By Dr Meryl Kenny, Department of Politics and International Relations

Dr Meryl Kenny discusses how the independence issue may potentially return

In many ways, last Thursday’s independence referendum represents a decisive answer to the question of Scotland’s political future, with the majority of Scots voting against independence by a margin of 55% to 45%. While predictions had suggested that it would be a close-run race, the No camp was victorious across most of Scotland, even in some areas considered to be SNP heartlands. Prior to the referendum, Scotland’s First Minister Alex Salmond declared that independence was a ‘once in a generation opportunity’; David Cameron echoed this words in the aftermath of the No Vote, declaring that the independence issue was now ‘settled for a generation’.

Is the issue of independence done and dusted? I wouldn’t be so sure. A generation is a long time in politics, and much depends on what happens over the coming weeks and months. Already, there are signs that the Unionist truce – forged in the end stages of the campaign between the Tories, Labour and the Liberal Democrats – is in disarray. While all three parties had committed to a fast-track timetable towards new powers for the Scottish Parliament in the event of a No vote, this pledge was almost immediately undermined by David Cameron, who has proposed to link these changes with plans to ensure ‘English votes for English laws’.

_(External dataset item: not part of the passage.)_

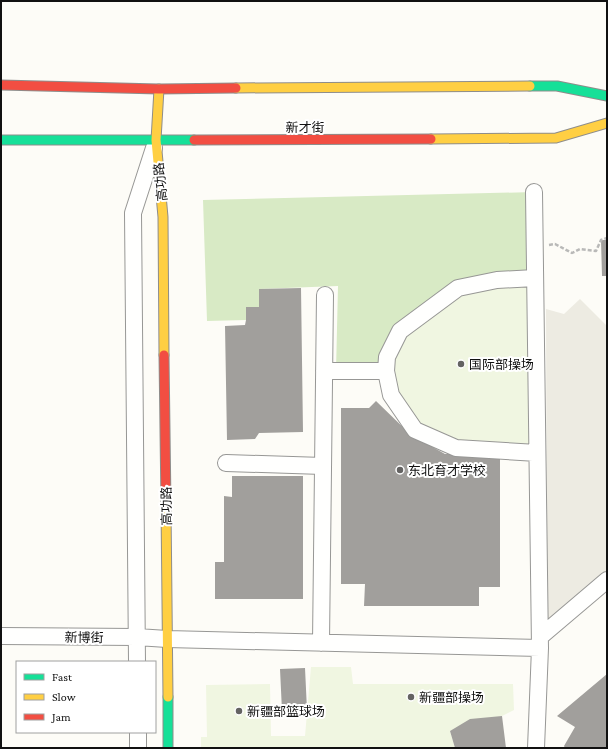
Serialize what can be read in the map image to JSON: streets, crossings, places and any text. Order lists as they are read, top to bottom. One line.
{"streets":{"street":["新才街","高功路","新博街"]},"crossings":[["新才街","高功路"],["高功路","新博街"]],"places":["国际部操场","东北育才学校","新疆部操场","新疆部篮球场"],"legend":["Fast","Slow","Jam"]}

Party leaders. Oli Scarff/PA Archive/Press Association Images

This is, without question, a strategic political move on Cameron’s part, aimed at fending off opposition for further devolution from the Tory backbenches and at stealing a march on UKIP, which has called for an English parliament for English issues. It will also effectively cripple a future Labour government in the House of Commons, given Labour’s reliance on Scottish MPs. By adding new conditions to the ‘Scotland pact’, Cameron has chosen to be a party politician rather than a national leader, a decision which could ultimately end up destroying the very union that he and other have tried so hard to save.If this political mess continues and the UK party leaders do not deliver on the promises made in the course of the referendum campaign, then all bets are off. Already, Alex Salmond has claimed that No voters were ‘tricked’ by Westminster’s false promises on more powers, and has suggested that Scotland could still declare independence even without a referendum. More fuel will be added to the fire if the Tories win the general election in 2015 and manage to deliver an EU exit vote by 2017 – both of which are likely to re-open calls for another independence referendum. And this time, the odds are the answer will be ‘Yes.’